Alimentos para diabéticos – fato ou ficção?

Alimentos para diabéticos: eles existem mesmo?

Afinal, o que é um alimento para diabéticos?

  • Algo para controlar o açúcar no sangue?
  • Um produto que pode realmente melhorar o seu diabetes?
  • Um alimento para evitar que seus níveis de glicose piorem?
  • Ou algo para curar diabetes?
  • Ou um alimento para te ajudar a perder peso?

Ou o termo “comida para diabéticos” poderia ser interpretado de forma oposta: alimentos que causam diabetes?

A rigor, não existe “comida para diabéticos”. Comida é apenas comida.

Mas existem alimentos que aumentam o açúcar no sangue mais rapidamente do que outros, aqueles com alto índice glicêmico. Quando esses alimentos são comidos, o normal o pâncreas responderia com um pico de insulina, mantendo o açúcar no sangue abaixo de cerca de 160 mg / dL. No diabético, o pâncreas não pode ou não produz insulina suficiente com rapidez suficiente para controlar adequadamente os níveis de glicose.
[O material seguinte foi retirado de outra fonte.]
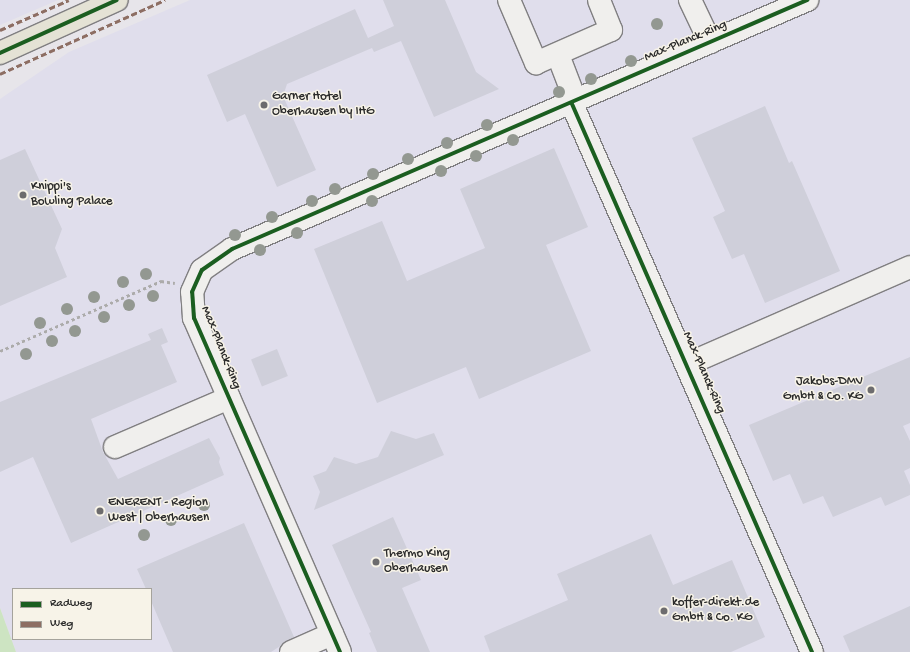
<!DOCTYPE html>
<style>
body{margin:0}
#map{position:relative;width:910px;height:652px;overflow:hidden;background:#e7e5ea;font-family:"Gochi Hand",sans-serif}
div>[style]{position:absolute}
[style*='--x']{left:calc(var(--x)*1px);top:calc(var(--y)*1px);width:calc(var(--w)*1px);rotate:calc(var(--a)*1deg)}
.built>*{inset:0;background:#e0deec}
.green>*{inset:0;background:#cde4c2}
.building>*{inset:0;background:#cfcfda;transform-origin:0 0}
.path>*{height:2.5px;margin-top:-1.25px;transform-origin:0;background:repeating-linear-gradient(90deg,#acabaa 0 3px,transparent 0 6px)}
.roads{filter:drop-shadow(1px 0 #807f81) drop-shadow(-1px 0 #807f81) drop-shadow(0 1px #807f81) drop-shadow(0 -1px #807f81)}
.minor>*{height:22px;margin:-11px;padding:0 11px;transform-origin:11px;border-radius:11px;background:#f0efed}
.major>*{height:22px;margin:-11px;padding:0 11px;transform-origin:11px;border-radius:11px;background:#e4e2d5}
.quiet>*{height:3px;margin-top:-1.5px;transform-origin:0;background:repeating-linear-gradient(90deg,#8d6e63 0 6px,transparent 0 9px)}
.cycleway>*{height:4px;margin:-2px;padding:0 2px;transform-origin:2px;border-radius:2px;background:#1b5e20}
.trees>*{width:12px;height:12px;margin:-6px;border-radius:50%;background:#939891}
.dots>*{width:11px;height:11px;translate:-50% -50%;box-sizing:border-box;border:2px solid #f7f3e8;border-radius:50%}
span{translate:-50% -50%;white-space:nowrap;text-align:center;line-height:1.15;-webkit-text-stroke:3px #f7f3e8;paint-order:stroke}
.street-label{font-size:13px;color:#2b2b2b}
.poi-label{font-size:13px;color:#2b2b2b}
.left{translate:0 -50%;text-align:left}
.right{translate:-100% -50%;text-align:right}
.legend{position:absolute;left:12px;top:588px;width:140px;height:52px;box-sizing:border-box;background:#f7f3e8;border:1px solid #a5a39c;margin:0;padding:5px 7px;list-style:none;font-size:12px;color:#2b2b2b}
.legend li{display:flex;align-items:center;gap:8px;height:20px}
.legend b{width:20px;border:1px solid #a5a39c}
</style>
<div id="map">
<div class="built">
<div style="clip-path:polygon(0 0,58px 0,0 25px)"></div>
<div style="clip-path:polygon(evenodd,190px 0,910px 0,910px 652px,16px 652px,0 608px,0 99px,69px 52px,190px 0,13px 589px,151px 589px,151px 639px,13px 639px,13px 589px)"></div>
</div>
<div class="green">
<div style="clip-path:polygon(0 608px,16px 652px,0 652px)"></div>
</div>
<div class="building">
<div style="clip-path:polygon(383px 0,445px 0,476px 72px,499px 89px,434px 117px,401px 41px,374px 52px,372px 48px,287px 84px,283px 96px,316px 170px,277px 187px,245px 114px,227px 122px,207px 75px,355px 9px,368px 38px,394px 26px)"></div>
<div style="clip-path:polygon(765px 106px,789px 163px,792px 161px,840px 271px,765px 303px,744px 254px,732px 259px,713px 217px,725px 211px,692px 138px)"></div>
<div style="clip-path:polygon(554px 148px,588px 227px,546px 245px,591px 351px,479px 399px,466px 367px,377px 403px,314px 249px,382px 221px,407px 281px,485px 248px,460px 189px)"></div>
<div style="clip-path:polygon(25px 149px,62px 229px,55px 248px,67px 277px,0 306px,0 160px)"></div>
<div style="clip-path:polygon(162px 328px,168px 342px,161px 345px,177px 382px,91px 419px,103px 452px,118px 479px,209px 438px,220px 458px,219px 462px,224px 475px,71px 543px,33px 457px,0 472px,0 402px,151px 340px,148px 334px)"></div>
<div style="left:277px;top:349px;width:29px;height:28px;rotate:68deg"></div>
<div style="clip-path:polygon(910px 357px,910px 423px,903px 426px,910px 441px,910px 468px,904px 471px,910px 485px,910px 495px,885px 506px,881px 497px,833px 517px,823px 496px,803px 504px,790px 474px,773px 481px,749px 425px)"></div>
<div style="clip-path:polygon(391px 431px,416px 439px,434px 433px,444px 455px,314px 510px,320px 492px,313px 476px,326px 471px,334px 457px,356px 464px,378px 457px)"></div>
<div style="clip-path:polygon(393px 517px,421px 580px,402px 588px,430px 652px,377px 652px,369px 633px,371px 632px,332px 545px)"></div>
<div style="clip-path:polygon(244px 523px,294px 637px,271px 652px,173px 652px,151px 601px,151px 589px,146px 589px,137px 569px)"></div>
<div style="clip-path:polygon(651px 534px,673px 585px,732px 560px,765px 637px,731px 652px,490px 652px,484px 636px,568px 600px,557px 574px)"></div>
<div style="clip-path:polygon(910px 606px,910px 652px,850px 652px,843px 636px)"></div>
</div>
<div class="path">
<div style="--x:0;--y:351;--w:176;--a:-23.5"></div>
<div style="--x:161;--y:281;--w:14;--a:8"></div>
</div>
<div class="roads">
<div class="minor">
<div style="--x:509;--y:0;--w:69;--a:66.8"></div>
<div style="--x:536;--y:63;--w:82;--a:-23.7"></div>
<div style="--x:611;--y:30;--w:32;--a:-112"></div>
<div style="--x:690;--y:0;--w:47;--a:64.5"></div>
<div style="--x:558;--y:55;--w:50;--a:69"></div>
<div style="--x:572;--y:104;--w:598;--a:66.35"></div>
<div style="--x:688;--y:364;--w:242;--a:-23.6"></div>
<div style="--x:115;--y:447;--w:124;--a:-23.3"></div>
<div style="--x:291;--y:652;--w:45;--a:-23.7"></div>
<div style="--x:340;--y:652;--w:365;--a:-113.6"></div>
<div style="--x:194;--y:318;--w:26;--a:-94"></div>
<div style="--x:192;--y:292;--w:24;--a:-66"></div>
<div style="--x:202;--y:270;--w:37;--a:-35"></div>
<div style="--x:232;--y:249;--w:627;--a:-23.41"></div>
</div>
<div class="major">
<div style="--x:0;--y:53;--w:128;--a:-24.4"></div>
</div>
</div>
<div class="quiet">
<div style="--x:0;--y:30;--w:75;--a:-23.5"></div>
<div style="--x:0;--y:74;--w:181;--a:-24.2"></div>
</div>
<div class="cycleway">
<div style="--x:0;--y:53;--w:128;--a:-24.4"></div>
<div style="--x:572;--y:104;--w:598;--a:66.35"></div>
<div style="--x:340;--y:652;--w:365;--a:-113.6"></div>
<div style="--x:194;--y:318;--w:26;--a:-94"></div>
<div style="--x:192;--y:292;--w:24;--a:-66"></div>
<div style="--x:202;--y:270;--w:37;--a:-35"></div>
<div style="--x:232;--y:249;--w:627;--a:-23.41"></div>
</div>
<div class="trees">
<div style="left:657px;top:24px"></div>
<div style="left:631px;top:61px"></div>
<div style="left:591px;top:79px"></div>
<div style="left:559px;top:92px"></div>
<div style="left:487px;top:125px"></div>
<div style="left:513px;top:140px"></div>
<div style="left:447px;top:143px"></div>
<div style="left:476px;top:156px"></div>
<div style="left:408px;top:159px"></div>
<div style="left:441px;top:171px"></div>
<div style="left:373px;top:174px"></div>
<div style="left:335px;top:189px"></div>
<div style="left:312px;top:201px"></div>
<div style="left:372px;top:201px"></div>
<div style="left:272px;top:217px"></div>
<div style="left:297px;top:233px"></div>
<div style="left:235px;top:235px"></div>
<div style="left:260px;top:250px"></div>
<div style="left:146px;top:274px"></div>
<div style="left:123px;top:282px"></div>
<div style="left:153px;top:296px"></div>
<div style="left:94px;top:297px"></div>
<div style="left:129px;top:305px"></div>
<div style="left:67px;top:309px"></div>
<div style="left:104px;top:317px"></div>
<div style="left:40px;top:323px"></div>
<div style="left:75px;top:331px"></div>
<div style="left:52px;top:341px"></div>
<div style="left:26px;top:354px"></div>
<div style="left:204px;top:505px"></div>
<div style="left:171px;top:520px"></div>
<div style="left:144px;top:535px"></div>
</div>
<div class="dots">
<div style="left:264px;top:105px;background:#6d6c6e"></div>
<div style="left:23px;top:195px;background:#6d6c6e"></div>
<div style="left:871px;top:390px;background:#6d6c6e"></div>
<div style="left:100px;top:511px;background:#6d6c6e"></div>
<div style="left:376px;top:562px;background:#6d6c6e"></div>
<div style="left:664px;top:611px;background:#6d6c6e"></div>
</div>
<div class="street-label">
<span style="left:686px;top:42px;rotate:-23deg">Max-Planck-Ring</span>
<span style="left:220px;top:348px;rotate:68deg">Max-Planck-Ring</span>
<span style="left:703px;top:373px;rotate:66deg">Max-Planck-Ring</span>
</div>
<div class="poi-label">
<span class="left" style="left:272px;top:105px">Garner Hotel<br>Oberhausen by IHG</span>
<span class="left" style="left:31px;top:195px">Knippi's<br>Bowling Palace</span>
<span class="right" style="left:863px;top:390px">Jakobs-DMV<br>GmbH &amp; Co. KG</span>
<span class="left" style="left:108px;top:511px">ENERENT - Region<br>West | Oberhausen</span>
<span class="left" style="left:384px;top:562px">Thermo King<br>Oberhausen</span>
<span class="left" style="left:672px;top:611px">koffer-direkt.de<br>GmbH &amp; Co. KG</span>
</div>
<ul class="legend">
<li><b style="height:5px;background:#1b5e20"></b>Radweg</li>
<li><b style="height:5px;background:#8d6e63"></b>Weg</li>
</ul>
</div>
Além disso, nos diabéticos Tipo II, as células do corpo que utilizam glicose para energia metabólica não conseguem absorver a glicose extra tão rapidamente quanto é produzida.

Alimentos que muitas vezes aumentam o açúcar no sangue mais rapidamente do que os diabéticos podem metabolizá-lo incluem: açúcar, álcool, xarope de milho rico em frutose, frutose (açúcar de frutas) (em algumas pessoas), pão branco, arroz branco, batata branca, macarrão e outros carboidratos simples e amidos.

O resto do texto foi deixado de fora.